**Goal of the exercise**
The answer must restate the records below word for word.

[Data excerpts]

BEGIN

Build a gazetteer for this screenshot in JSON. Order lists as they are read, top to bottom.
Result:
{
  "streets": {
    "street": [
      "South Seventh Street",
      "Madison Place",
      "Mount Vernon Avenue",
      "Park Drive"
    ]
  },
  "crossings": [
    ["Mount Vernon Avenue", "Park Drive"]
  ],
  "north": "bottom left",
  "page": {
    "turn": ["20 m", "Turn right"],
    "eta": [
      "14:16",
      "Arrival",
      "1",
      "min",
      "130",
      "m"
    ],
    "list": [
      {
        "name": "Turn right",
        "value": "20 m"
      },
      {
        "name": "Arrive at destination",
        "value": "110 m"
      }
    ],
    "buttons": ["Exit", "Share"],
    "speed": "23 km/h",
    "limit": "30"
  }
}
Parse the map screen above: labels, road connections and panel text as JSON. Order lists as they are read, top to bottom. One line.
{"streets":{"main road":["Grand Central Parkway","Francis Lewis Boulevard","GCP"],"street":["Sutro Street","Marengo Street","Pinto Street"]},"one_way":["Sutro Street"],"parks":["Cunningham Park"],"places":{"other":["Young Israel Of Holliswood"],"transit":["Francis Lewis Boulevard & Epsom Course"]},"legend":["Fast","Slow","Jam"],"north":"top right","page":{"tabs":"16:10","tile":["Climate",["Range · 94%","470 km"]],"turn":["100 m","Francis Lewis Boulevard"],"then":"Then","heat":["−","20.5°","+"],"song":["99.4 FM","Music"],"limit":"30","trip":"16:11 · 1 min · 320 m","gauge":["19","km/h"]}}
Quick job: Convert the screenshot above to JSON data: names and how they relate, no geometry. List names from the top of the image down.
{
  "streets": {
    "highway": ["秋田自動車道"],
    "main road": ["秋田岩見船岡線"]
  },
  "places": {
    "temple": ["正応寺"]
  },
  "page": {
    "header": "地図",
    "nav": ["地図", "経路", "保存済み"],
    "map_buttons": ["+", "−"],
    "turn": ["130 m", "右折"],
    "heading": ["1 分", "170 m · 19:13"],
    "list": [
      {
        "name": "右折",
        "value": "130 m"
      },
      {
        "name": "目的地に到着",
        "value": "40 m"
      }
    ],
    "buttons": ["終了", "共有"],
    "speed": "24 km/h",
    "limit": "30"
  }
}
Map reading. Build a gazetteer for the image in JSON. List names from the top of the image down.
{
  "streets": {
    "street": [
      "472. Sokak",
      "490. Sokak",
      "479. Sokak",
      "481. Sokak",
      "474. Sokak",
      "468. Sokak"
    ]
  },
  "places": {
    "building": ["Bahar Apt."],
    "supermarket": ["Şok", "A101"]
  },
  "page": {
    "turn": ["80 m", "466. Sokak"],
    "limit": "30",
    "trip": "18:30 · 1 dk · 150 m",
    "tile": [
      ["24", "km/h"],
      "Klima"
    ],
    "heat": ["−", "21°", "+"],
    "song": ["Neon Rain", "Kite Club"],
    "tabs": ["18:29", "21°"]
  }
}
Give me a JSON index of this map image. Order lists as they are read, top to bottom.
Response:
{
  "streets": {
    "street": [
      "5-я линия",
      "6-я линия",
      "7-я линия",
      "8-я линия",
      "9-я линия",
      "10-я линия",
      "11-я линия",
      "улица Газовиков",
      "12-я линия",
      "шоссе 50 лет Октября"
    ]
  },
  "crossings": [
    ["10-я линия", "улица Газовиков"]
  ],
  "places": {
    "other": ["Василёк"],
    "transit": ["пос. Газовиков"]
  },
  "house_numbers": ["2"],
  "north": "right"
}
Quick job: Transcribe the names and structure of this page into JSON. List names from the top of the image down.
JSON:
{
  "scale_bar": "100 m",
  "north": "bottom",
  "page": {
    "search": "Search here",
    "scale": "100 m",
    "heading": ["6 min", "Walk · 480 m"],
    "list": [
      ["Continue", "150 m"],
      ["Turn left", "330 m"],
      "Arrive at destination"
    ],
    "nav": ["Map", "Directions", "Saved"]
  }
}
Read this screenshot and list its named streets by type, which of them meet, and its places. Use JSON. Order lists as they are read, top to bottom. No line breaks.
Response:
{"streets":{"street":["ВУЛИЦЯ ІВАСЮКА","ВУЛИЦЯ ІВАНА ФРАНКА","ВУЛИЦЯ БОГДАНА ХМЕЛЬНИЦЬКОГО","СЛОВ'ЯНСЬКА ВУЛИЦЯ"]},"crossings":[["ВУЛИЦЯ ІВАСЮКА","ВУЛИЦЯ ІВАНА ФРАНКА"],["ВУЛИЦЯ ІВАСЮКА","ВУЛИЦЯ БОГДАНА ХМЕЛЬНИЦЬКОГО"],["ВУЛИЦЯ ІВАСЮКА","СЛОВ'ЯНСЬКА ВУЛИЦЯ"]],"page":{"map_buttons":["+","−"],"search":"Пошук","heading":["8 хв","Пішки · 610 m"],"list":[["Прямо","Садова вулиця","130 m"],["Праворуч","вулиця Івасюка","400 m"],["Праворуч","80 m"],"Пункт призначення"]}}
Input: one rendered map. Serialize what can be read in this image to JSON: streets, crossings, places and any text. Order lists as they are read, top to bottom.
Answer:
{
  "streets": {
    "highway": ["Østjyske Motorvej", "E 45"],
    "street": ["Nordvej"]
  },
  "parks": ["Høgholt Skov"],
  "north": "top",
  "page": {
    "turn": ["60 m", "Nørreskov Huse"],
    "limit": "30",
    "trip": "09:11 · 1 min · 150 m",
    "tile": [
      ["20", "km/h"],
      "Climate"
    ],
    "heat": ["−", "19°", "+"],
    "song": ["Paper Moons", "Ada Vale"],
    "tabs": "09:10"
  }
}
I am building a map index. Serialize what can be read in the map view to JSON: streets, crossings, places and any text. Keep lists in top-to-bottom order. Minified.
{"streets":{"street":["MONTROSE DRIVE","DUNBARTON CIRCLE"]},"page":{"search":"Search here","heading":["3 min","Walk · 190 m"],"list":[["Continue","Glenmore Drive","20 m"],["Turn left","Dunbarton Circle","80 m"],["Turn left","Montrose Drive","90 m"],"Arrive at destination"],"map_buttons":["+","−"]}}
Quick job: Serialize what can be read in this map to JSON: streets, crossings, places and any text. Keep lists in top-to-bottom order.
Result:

END

**Result**
Build a gazetteer for this screenshot in JSON. Order lists as they are read, top to bottom.
Result:
{
  "streets": {
    "street": [
      "South Seventh Street",
      "Madison Place",
      "Mount Vernon Avenue",
      "Park Drive"
    ]
  },
  "crossings": [
    ["Mount Vernon Avenue", "Park Drive"]
  ],
  "north": "bottom left",
  "page": {
    "turn": ["20 m", "Turn right"],
    "eta": [
      "14:16",
      "Arrival",
      "1",
      "min",
      "130",
      "m"
    ],
    "list": [
      {
        "name": "Turn right",
        "value": "20 m"
      },
      {
        "name": "Arrive at destination",
        "value": "110 m"
      }
    ],
    "buttons": ["Exit", "Share"],
    "speed": "23 km/h",
    "limit": "30"
  }
}
Parse the map screen above: labels, road connections and panel text as JSON. Order lists as they are read, top to bottom. One line.
{"streets":{"main road":["Grand Central Parkway","Francis Lewis Boulevard","GCP"],"street":["Sutro Street","Marengo Street","Pinto Street"]},"one_way":["Sutro Street"],"parks":["Cunningham Park"],"places":{"other":["Young Israel Of Holliswood"],"transit":["Francis Lewis Boulevard & Epsom Course"]},"legend":["Fast","Slow","Jam"],"north":"top right","page":{"tabs":"16:10","tile":["Climate",["Range · 94%","470 km"]],"turn":["100 m","Francis Lewis Boulevard"],"then":"Then","heat":["−","20.5°","+"],"song":["99.4 FM","Music"],"limit":"30","trip":"16:11 · 1 min · 320 m","gauge":["19","km/h"]}}
Quick job: Convert the screenshot above to JSON data: names and how they relate, no geometry. List names from the top of the image down.
{
  "streets": {
    "highway": ["秋田自動車道"],
    "main road": ["秋田岩見船岡線"]
  },
  "places": {
    "temple": ["正応寺"]
  },
  "page": {
    "header": "地図",
    "nav": ["地図", "経路", "保存済み"],
    "map_buttons": ["+", "−"],
    "turn": ["130 m", "右折"],
    "heading": ["1 分", "170 m · 19:13"],
    "list": [
      {
        "name": "右折",
        "value": "130 m"
      },
      {
        "name": "目的地に到着",
        "value": "40 m"
      }
    ],
    "buttons": ["終了", "共有"],
    "speed": "24 km/h",
    "limit": "30"
  }
}
Map reading. Build a gazetteer for the image in JSON. List names from the top of the image down.
{
  "streets": {
    "street": [
      "472. Sokak",
      "490. Sokak",
      "479. Sokak",
      "481. Sokak",
      "474. Sokak",
      "468. Sokak"
    ]
  },
  "places": {
    "building": ["Bahar Apt."],
    "supermarket": ["Şok", "A101"]
  },
  "page": {
    "turn": ["80 m", "466. Sokak"],
    "limit": "30",
    "trip": "18:30 · 1 dk · 150 m",
    "tile": [
      ["24", "km/h"],
      "Klima"
    ],
    "heat": ["−", "21°", "+"],
    "song": ["Neon Rain", "Kite Club"],
    "tabs": ["18:29", "21°"]
  }
}
Give me a JSON index of this map image. Order lists as they are read, top to bottom.
Response:
{
  "streets": {
    "street": [
      "5-я линия",
      "6-я линия",
      "7-я линия",
      "8-я линия",
      "9-я линия",
      "10-я линия",
      "11-я линия",
      "улица Газовиков",
      "12-я линия",
      "шоссе 50 лет Октября"
    ]
  },
  "crossings": [
    ["10-я линия", "улица Газовиков"]
  ],
  "places": {
    "other": ["Василёк"],
    "transit": ["пос. Газовиков"]
  },
  "house_numbers": ["2"],
  "north": "right"
}
Quick job: Transcribe the names and structure of this page into JSON. List names from the top of the image down.
JSON:
{
  "scale_bar": "100 m",
  "north": "bottom",
  "page": {
    "search": "Search here",
    "scale": "100 m",
    "heading": ["6 min", "Walk · 480 m"],
    "list": [
      ["Continue", "150 m"],
      ["Turn left", "330 m"],
      "Arrive at destination"
    ],
    "nav": ["Map", "Directions", "Saved"]
  }
}
Read this screenshot and list its named streets by type, which of them meet, and its places. Use JSON. Order lists as they are read, top to bottom. No line breaks.
Response:
{"streets":{"street":["ВУЛИЦЯ ІВАСЮКА","ВУЛИЦЯ ІВАНА ФРАНКА","ВУЛИЦЯ БОГДАНА ХМЕЛЬНИЦЬКОГО","СЛОВ'ЯНСЬКА ВУЛИЦЯ"]},"crossings":[["ВУЛИЦЯ ІВАСЮКА","ВУЛИЦЯ ІВАНА ФРАНКА"],["ВУЛИЦЯ ІВАСЮКА","ВУЛИЦЯ БОГДАНА ХМЕЛЬНИЦЬКОГО"],["ВУЛИЦЯ ІВАСЮКА","СЛОВ'ЯНСЬКА ВУЛИЦЯ"]],"page":{"map_buttons":["+","−"],"search":"Пошук","heading":["8 хв","Пішки · 610 m"],"list":[["Прямо","Садова вулиця","130 m"],["Праворуч","вулиця Івасюка","400 m"],["Праворуч","80 m"],"Пункт призначення"]}}
Input: one rendered map. Serialize what can be read in this image to JSON: streets, crossings, places and any text. Order lists as they are read, top to bottom.
Answer:
{
  "streets": {
    "highway": ["Østjyske Motorvej", "E 45"],
    "street": ["Nordvej"]
  },
  "parks": ["Høgholt Skov"],
  "north": "top",
  "page": {
    "turn": ["60 m", "Nørreskov Huse"],
    "limit": "30",
    "trip": "09:11 · 1 min · 150 m",
    "tile": [
      ["20", "km/h"],
      "Climate"
    ],
    "heat": ["−", "19°", "+"],
    "song": ["Paper Moons", "Ada Vale"],
    "tabs": "09:10"
  }
}
I am building a map index. Serialize what can be read in the map view to JSON: streets, crossings, places and any text. Keep lists in top-to-bottom order. Minified.
{"streets":{"street":["MONTROSE DRIVE","DUNBARTON CIRCLE"]},"page":{"search":"Search here","heading":["3 min","Walk · 190 m"],"list":[["Continue","Glenmore Drive","20 m"],["Turn left","Dunbarton Circle","80 m"],["Turn left","Montrose Drive","90 m"],"Arrive at destination"],"map_buttons":["+","−"]}}
Quick job: Serialize what can be read in this map to JSON: streets, crossings, places and any text. Keep lists in top-to-bottom order.
Result:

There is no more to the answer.